Check assumptions (all expected counts should be at least five).
Compute the \(X^2\) test statistic. Estimate the expected counts using the formula \[ \frac{R \times C}{T} \] where \(R\) and \(C\) are the the sum of the observed counts in the corresponding row and column, respectively, and \(T\) is the total of all the observed counts.
Compute the \(p\)-value using \((r-1)(c-1)\) as the degrees of freedom, where \(r\) and \(c\) are the number of rows and columns of observed counts in the table, respectively.
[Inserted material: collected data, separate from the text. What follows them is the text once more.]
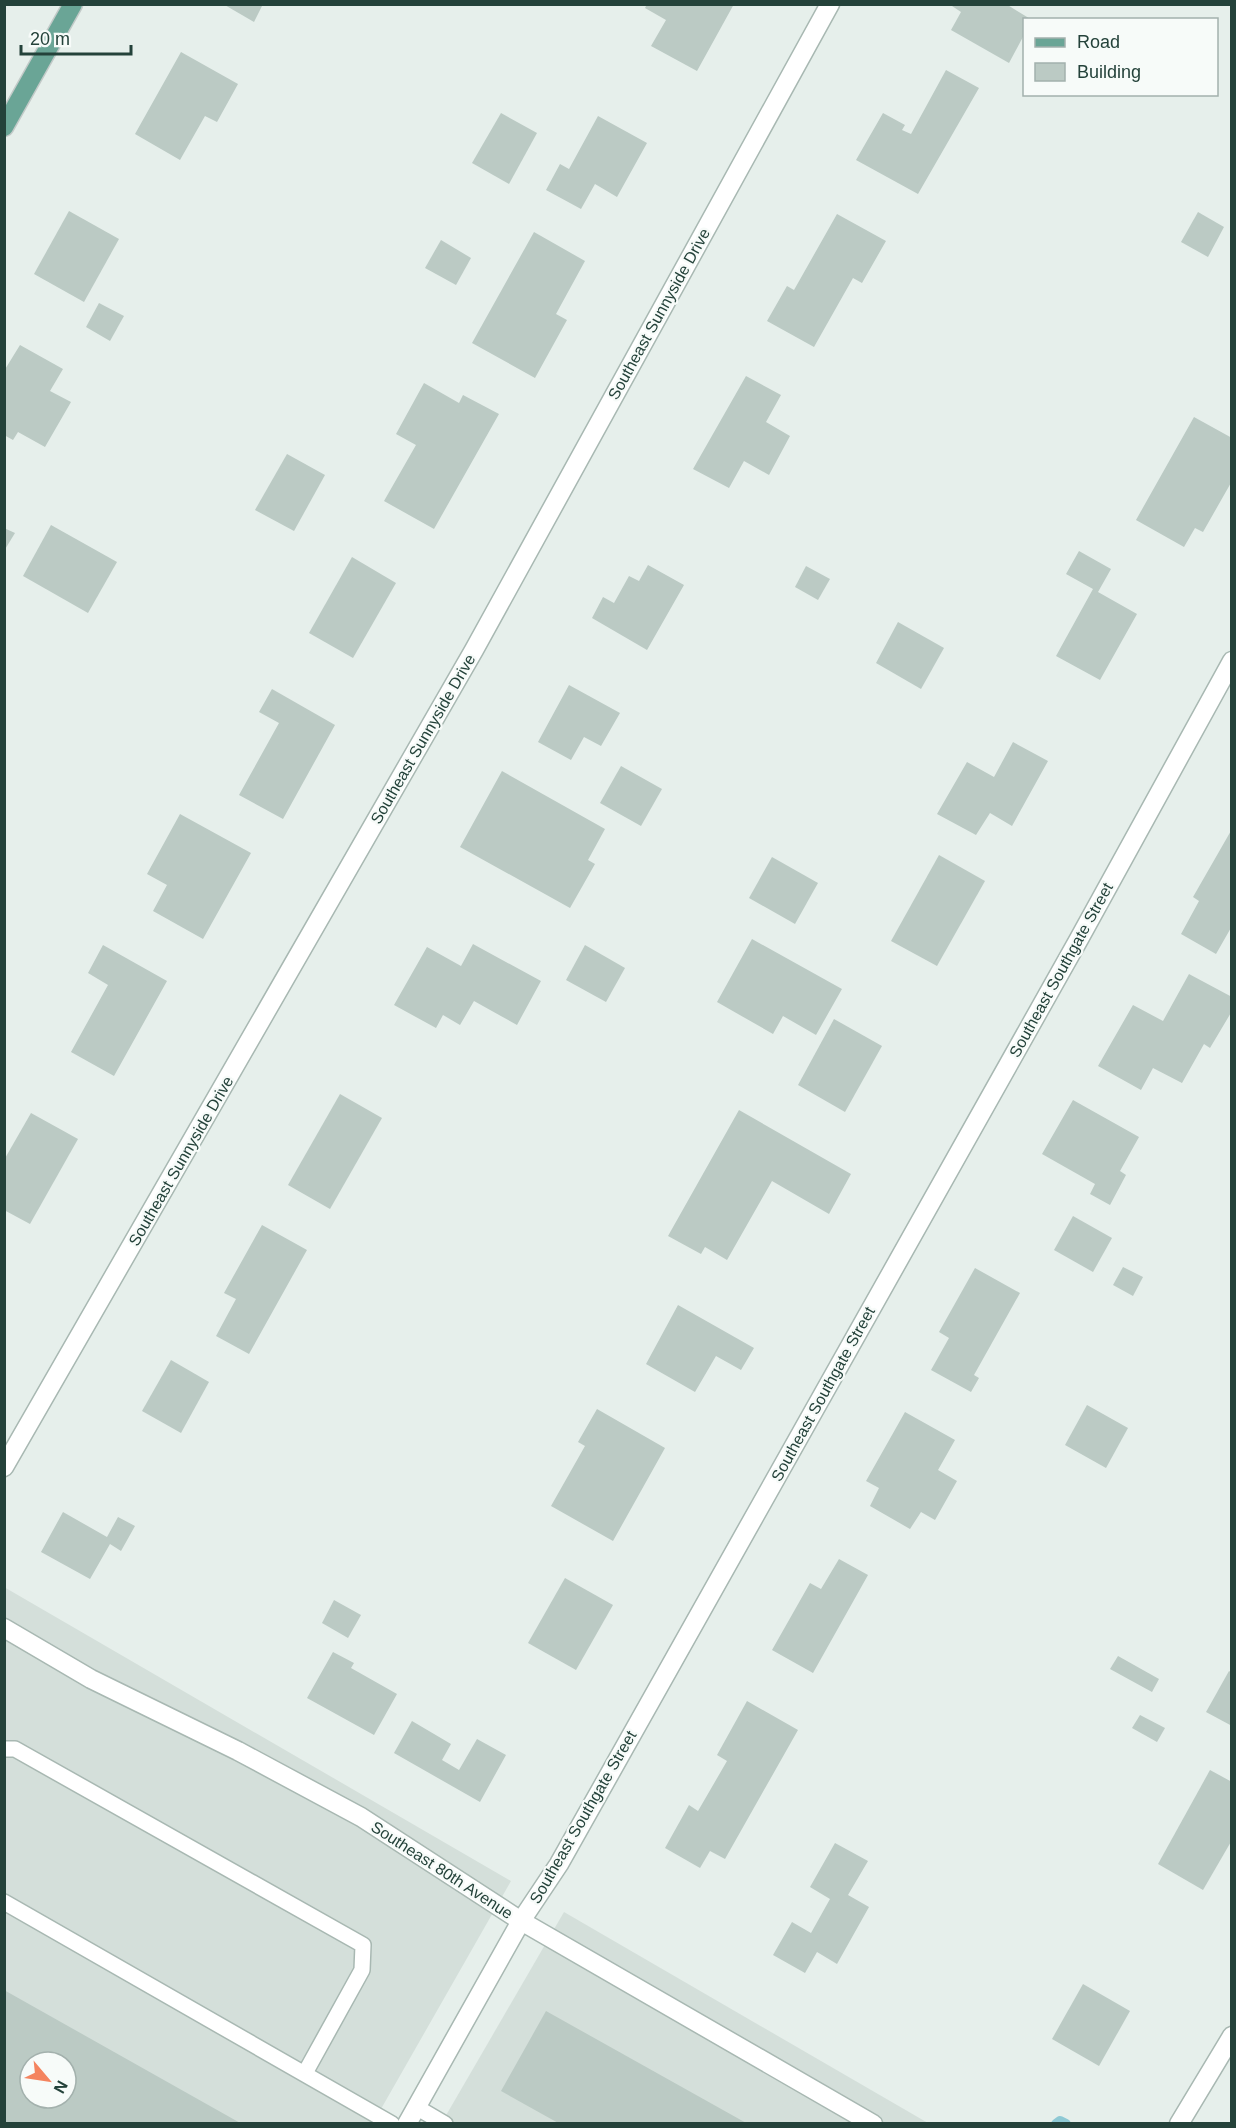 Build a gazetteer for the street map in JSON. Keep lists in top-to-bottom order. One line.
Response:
{"streets":{"street":["Southeast Sunnyside Drive","Southeast Southgate Street","Southeast 80th Avenue"]},"crossings":[["Southeast Southgate Street","Southeast 80th Avenue"]],"legend":["Road","Building"],"scale_bar":"20 m","north":"bottom right"} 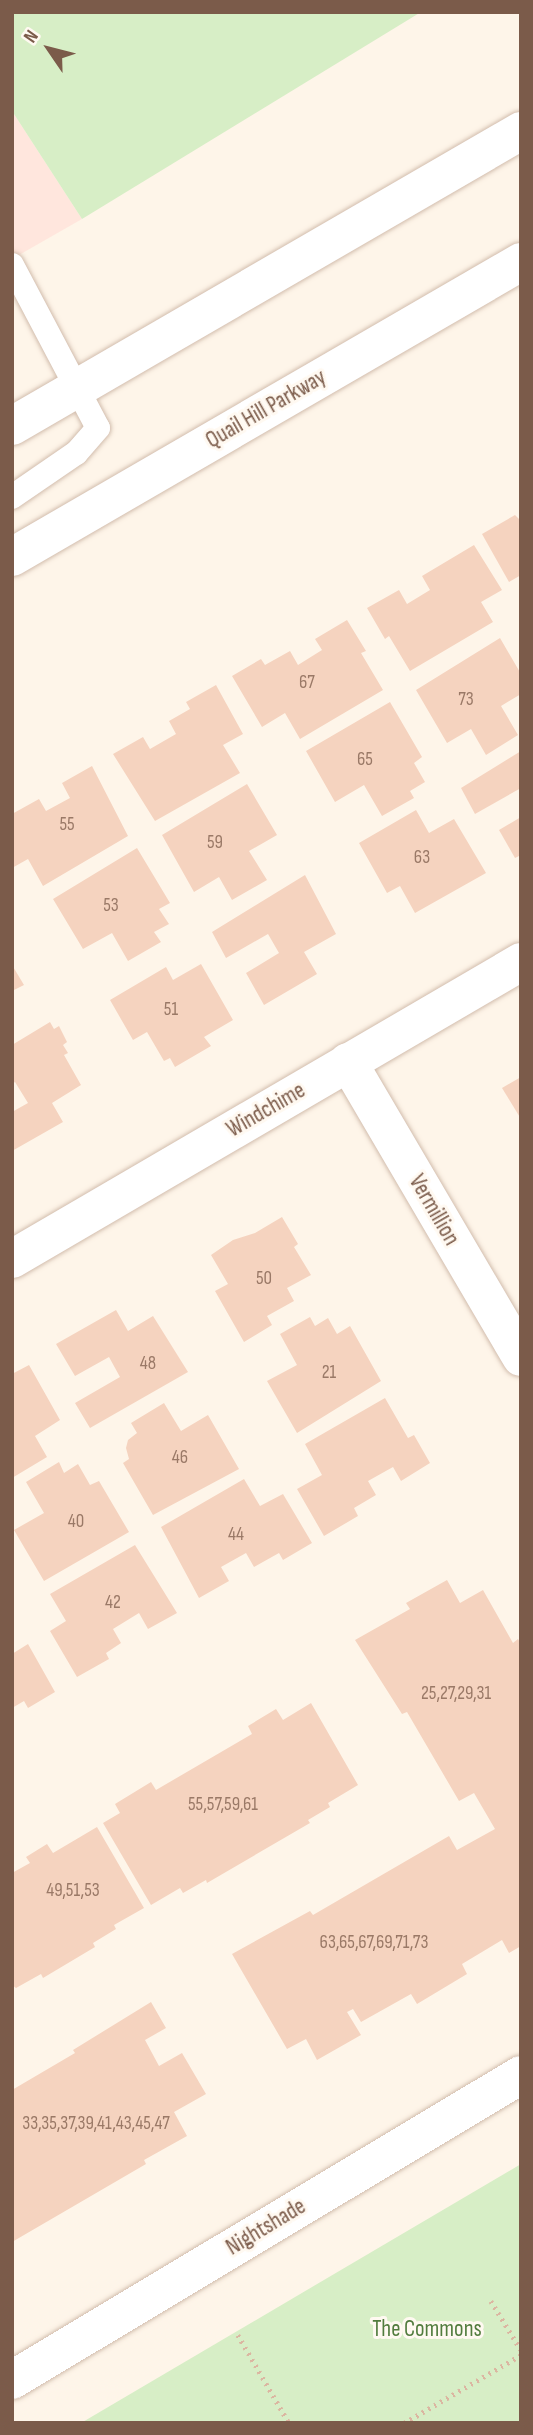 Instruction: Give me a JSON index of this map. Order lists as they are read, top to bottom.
{
  "streets": {
    "street": [
      "Quail Hill Parkway",
      "Windchime",
      "Vermillion",
      "Nightshade"
    ]
  },
  "crossings": [
    ["Windchime", "Vermillion"]
  ],
  "parks": ["The Commons"],
  "house_numbers": [
    "67",
    "73",
    "65",
    "55",
    "59",
    "63",
    "53",
    "51",
    "50",
    "48",
    "21",
    "46",
    "40",
    "44",
    "42",
    "25,27,29,31",
    "55,57,59,61",
    "49,51,53",
    "63,65,67,69,71,73",
    "33,35,37,39,41,43,45,47"
  ],
  "north": "top left"
} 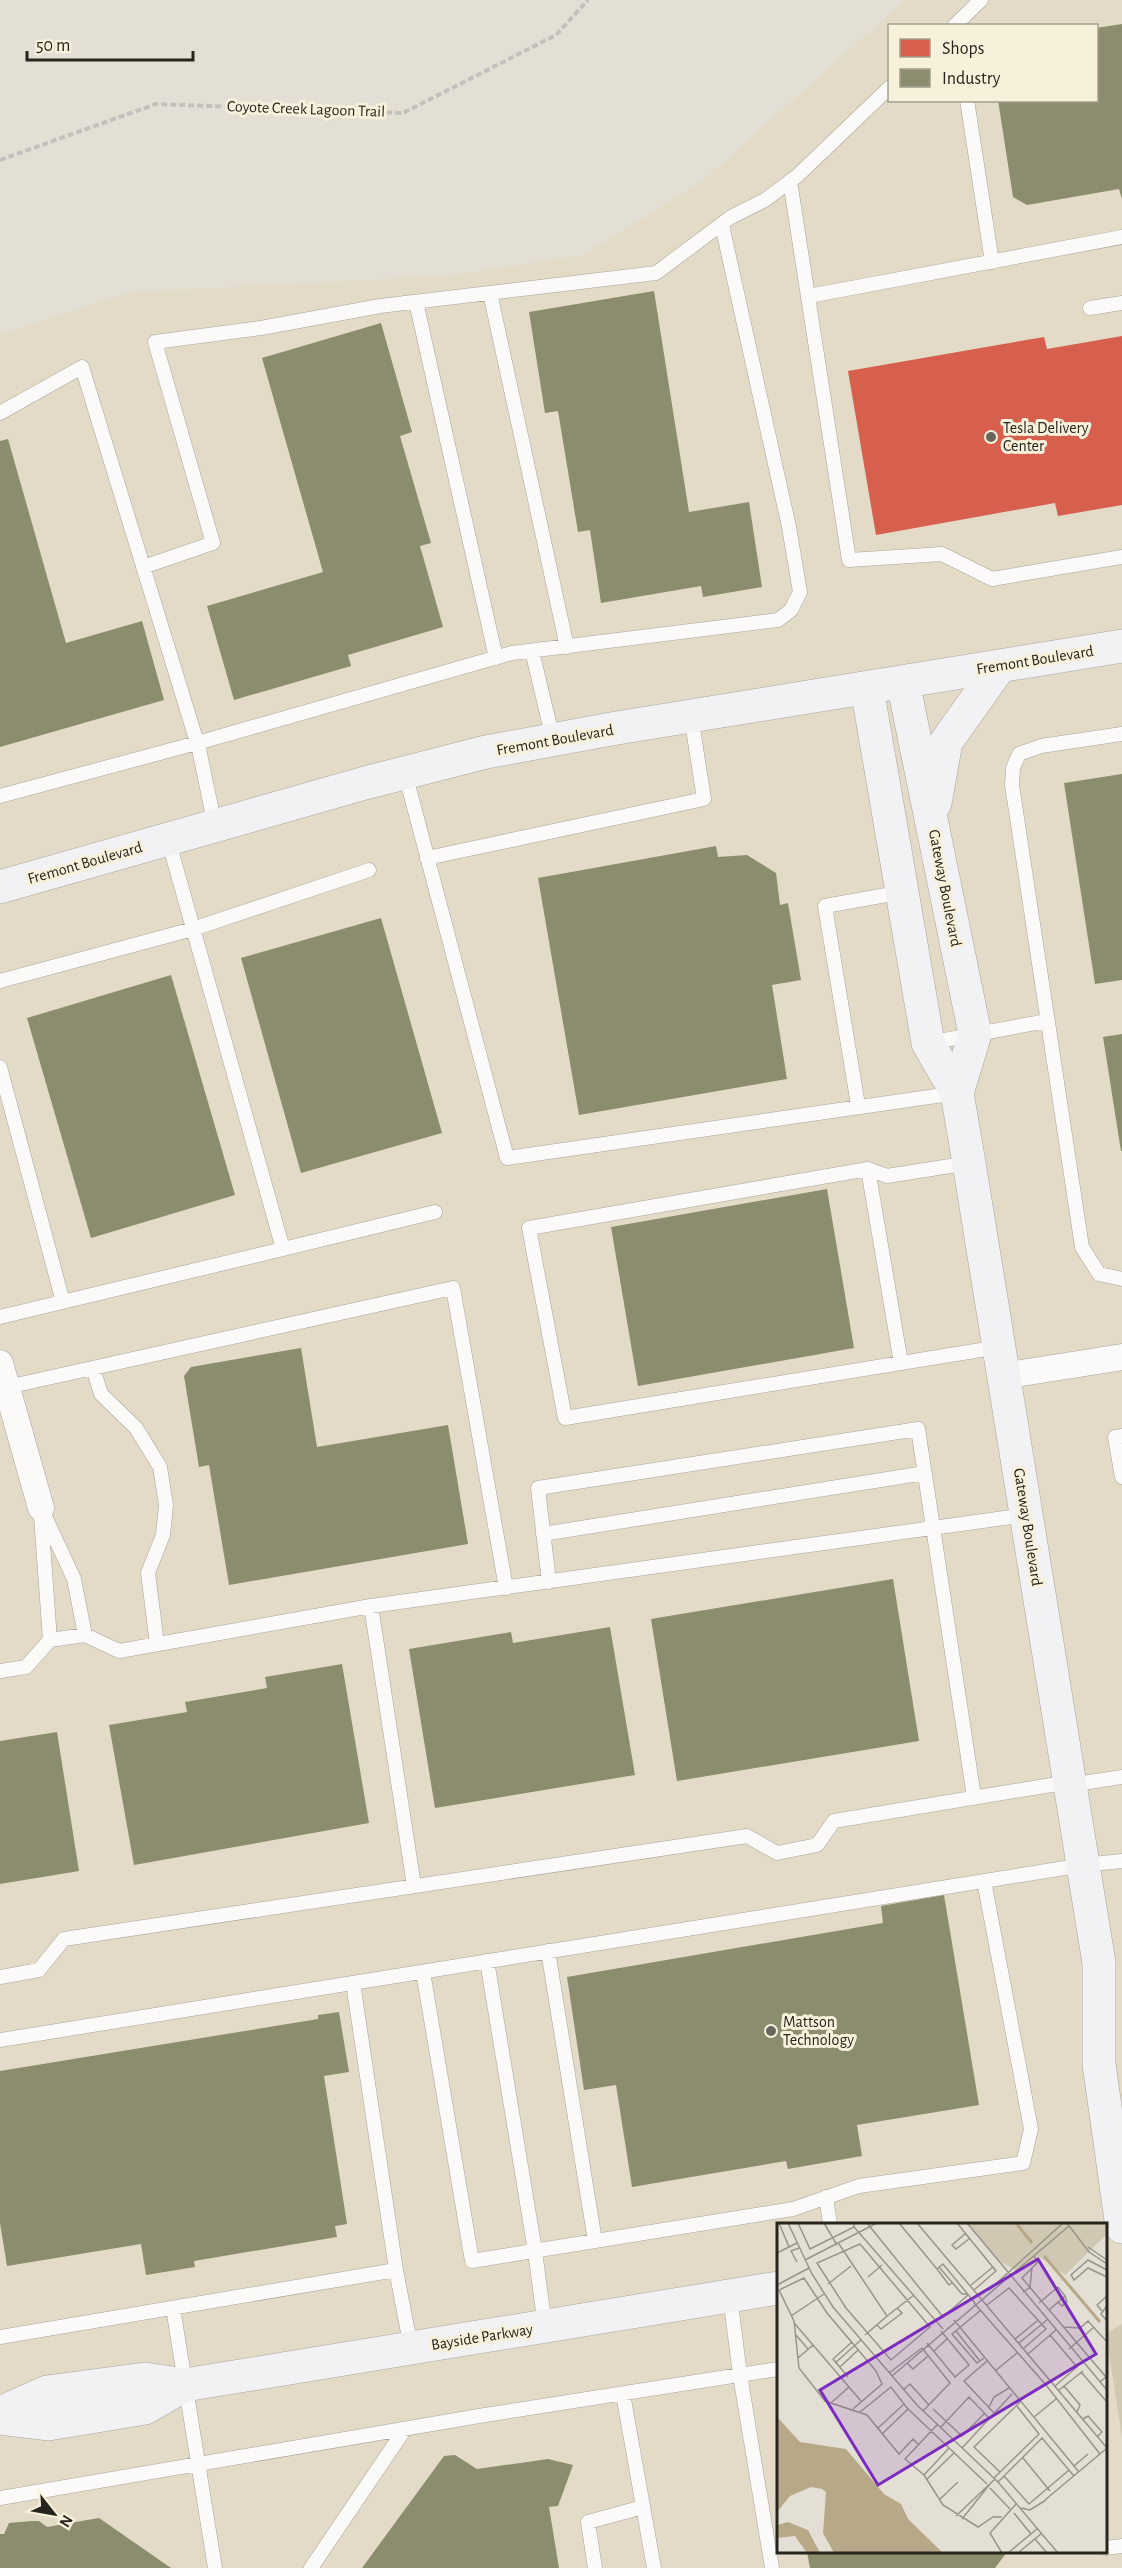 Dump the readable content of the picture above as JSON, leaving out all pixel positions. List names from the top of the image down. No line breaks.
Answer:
{"streets":{"street":["Fremont Boulevard","Gateway Boulevard","Bayside Parkway"],"path":["Coyote Creek Lagoon Trail"]},"crossings":[["Fremont Boulevard","Gateway Boulevard"]],"places":["Tesla Delivery Center","Mattson Technology"],"legend":["Shops","Industry"],"scale_bar":"50 m","north":"bottom right"}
Make a decision/conclusion.
Applicant | yes | no | Total |
---|---|---|---|
male | 21 | 3 | 24 |
female | 14 | 10 | 24 |
Total | 35 | 13 | 48 |
We could investigate the relationship between applicant sex and promotion decision by a test of the hypotheses \(H_0\!: p_m-p_f = 0\) versus \(H_a\!: p_m-p_f \neq 0\) using the test statistic \[ z = \frac{\hat{p}_m-\hat{p}_f}{\sqrt{\hat{p}(1-\hat{p})(1/n_m + 1/n_f)}}, \] which yields a test statistic of \(z\) \(\approx\) 2.27 and a p-value of about 0.02. How is this test related to the test of independence using the \(X^2\) test statistic? How is the \(z\) test statistic limited?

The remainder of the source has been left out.